Case 39, starring Renee Zellweger as social worker Emily, is a supernatural thriller that extorts the repetitive Damien-style ‘devil child’ story.
Emily’s new case, funnily enough her 39th one, is with the Sullivans and their daughter Lilith. On the surface, the Sullivans are a dysfunctional family who have it drilled into their heads that Lilith is some demon spawn that needs to be sent to hell. One scene in particular, where the Sullivans barricade their daughter into a large oven, is quite harrowing and really highlights the sadistic nature of child abuse. However, this is one of the films only saving graces.
After a rather dramatic rescue, workaholic Emily manages to get the Sullivans checked into a first-class psychiatric facility, leaving Lilith in her capable hands. Obviously it becomes clear all too quickly that Lilith isn’t all sweetness and light as originally observed and Emily soon finds the people closest to her dying bizarre deaths; most notably the supposed suicide of love interest and child psychiatrist Doug, played by Bradley Cooper. Confessing earlier in the film to Lilith that he has a fear of hornets, rather fittingly Doug finds himself locked in his own bathroom with hornets flying out of every orifice. Not pretty. Although Doug’s death is suitably disturbing, the film fails in making him a worthy love interest for Emily and also struggles in introducing the character effectively to the viewer.
As things get progressively worse, Emily resorts to working longer hours than usual, leaving Lilith home alone, hiding all her case files so Lilith can’t contact any of her case targets, and even putting deadbolts on her bedroom door. It soon becomes apparent however, that it’ll take more than a few locks to keep Lilith at bay, and Emily resigns herself to the fact that she needs to kill the child, or the demon inside of her. Despite several attempts to get rid of Lilith, Emily soon discovers that she is able to survive more deaths than Jason. Eventually she resorts to driving them both into a river, finally killing the beast (we hope!) and nearly fatally harming herself. Sadly for Emily, by this point she has already lost her best buddy, potential boyfriend and has no home to speak of. Bummer.
The film left me with one lingering question: why had the Sullivans never thought of drowning Lilith in the first place? If it was really that easy, then why the hell not? The ending was a bit of a cop-out for me, after all, would a bit of water really kill a little girl who can murder people with a mere thought, survive a house fire and who is insusceptible to sedation?! Don’t think so…

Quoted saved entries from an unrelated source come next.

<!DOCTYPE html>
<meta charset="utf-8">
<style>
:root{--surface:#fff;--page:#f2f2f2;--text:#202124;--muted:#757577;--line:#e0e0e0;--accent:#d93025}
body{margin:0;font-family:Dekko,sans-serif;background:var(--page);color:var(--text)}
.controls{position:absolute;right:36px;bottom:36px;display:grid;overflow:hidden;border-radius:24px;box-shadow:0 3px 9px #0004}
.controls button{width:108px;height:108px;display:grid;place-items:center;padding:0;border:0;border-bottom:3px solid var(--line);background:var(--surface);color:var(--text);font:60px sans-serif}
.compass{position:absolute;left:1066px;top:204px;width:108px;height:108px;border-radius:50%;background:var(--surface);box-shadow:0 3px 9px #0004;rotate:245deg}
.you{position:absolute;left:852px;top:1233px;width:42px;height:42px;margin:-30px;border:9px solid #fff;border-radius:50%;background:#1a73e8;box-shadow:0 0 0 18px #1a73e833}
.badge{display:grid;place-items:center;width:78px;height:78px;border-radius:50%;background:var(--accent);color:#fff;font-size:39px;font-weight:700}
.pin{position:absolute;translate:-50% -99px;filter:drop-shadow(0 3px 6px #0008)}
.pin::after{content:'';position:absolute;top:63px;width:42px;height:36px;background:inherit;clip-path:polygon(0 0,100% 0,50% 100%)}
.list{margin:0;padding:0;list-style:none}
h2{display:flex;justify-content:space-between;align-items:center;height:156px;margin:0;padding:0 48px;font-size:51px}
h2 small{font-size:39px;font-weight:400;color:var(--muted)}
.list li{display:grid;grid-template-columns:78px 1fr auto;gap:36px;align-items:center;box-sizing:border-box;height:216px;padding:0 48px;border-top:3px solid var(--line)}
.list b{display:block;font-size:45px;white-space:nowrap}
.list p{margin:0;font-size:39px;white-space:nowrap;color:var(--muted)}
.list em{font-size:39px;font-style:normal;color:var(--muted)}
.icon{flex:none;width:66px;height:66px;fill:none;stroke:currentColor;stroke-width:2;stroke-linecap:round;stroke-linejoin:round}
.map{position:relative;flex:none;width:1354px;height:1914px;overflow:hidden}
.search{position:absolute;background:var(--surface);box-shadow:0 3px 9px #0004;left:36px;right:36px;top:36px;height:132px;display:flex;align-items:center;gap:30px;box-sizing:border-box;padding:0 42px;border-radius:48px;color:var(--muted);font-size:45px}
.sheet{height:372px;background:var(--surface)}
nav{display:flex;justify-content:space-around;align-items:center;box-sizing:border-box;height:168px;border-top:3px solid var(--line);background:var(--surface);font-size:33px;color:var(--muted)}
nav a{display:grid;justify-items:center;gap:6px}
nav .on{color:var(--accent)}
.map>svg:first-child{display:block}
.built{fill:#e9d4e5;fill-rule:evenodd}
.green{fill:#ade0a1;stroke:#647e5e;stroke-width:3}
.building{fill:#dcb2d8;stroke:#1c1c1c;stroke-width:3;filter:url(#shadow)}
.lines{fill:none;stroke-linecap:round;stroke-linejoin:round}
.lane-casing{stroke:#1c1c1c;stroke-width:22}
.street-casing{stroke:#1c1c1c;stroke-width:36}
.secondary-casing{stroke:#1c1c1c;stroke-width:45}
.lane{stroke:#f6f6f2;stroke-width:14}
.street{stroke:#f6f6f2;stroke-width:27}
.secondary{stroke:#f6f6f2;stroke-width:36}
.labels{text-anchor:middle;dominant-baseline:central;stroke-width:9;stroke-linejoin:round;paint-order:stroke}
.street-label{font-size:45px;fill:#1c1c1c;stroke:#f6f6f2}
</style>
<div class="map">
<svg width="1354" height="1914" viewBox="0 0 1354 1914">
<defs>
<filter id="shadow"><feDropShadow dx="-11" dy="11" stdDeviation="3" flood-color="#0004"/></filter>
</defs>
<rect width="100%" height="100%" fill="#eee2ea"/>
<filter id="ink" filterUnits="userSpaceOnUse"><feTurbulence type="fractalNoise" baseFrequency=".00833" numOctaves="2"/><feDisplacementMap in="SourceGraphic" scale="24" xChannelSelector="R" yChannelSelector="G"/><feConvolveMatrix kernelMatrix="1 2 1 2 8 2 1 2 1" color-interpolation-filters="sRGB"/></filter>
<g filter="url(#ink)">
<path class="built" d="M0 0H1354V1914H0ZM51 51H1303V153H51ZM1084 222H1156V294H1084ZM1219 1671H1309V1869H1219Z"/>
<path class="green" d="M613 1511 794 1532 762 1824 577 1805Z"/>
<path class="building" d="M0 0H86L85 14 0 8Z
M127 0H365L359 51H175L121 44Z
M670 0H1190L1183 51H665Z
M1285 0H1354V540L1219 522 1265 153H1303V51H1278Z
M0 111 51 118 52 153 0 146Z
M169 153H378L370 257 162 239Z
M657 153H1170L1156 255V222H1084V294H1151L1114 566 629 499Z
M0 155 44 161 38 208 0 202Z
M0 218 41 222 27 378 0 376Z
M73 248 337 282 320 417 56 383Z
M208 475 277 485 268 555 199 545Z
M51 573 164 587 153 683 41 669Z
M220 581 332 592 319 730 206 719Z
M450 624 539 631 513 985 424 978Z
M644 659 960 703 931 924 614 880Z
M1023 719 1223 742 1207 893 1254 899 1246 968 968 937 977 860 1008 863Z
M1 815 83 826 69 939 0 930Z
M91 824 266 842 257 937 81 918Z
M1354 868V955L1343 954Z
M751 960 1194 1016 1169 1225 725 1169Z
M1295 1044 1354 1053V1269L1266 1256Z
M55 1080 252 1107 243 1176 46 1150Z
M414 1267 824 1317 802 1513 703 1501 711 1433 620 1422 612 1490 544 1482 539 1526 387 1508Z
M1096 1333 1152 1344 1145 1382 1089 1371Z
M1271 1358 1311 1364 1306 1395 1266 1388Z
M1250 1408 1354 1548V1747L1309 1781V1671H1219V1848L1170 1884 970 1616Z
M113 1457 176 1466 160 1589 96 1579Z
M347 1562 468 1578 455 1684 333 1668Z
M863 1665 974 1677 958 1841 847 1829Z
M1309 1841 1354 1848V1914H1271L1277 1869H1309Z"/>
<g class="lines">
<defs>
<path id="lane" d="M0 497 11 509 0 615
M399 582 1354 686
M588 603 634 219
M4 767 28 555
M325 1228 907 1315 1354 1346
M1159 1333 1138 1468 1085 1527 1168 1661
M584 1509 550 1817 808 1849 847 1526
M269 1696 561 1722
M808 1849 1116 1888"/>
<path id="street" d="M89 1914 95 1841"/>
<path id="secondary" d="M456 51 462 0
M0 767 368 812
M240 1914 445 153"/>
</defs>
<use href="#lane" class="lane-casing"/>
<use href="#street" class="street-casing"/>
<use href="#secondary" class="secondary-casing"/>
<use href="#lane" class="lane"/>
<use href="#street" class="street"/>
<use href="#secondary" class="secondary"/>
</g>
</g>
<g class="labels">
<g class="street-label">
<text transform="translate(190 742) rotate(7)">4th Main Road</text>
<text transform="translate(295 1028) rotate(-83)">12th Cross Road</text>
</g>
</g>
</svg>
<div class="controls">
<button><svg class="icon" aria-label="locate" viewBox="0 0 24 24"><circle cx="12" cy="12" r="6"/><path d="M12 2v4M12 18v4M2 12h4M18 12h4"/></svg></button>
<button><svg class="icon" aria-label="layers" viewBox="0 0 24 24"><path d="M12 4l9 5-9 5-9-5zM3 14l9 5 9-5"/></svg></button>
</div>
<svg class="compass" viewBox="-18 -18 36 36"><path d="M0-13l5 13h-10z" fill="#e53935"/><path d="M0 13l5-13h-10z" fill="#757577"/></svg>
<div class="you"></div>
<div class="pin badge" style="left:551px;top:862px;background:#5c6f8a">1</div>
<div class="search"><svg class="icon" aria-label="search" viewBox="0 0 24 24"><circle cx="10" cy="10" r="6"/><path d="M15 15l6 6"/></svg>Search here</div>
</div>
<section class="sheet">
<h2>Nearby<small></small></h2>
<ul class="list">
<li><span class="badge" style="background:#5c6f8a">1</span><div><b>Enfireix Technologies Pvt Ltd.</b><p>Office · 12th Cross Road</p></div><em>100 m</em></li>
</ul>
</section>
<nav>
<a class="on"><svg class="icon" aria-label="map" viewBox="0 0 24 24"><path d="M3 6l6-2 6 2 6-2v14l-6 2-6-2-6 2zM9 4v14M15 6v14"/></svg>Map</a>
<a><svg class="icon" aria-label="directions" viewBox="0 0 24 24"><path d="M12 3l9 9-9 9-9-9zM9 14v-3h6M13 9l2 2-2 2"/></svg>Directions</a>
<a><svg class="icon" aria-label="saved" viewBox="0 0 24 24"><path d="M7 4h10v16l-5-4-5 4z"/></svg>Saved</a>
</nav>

Case 39 succeeds in offering up several tense and supernatural moments but these are short-lived, meaning it gets a perhaps over-generous 5/10 from me. Unfortunately it’s a storyline that has been rehashed too many times and it’s unsurprising that Paramount delayed the release for so long. Worth a Blockbuster rental but I won’t be adding it to my DVD collection anytime soon.
My recommendation, if you want a real spine-tingling ‘creepy kids’ TV spot, is Supernatural’s ‘The Kids Are Alright’ – Season 3, Episode 2. Scary shizzle.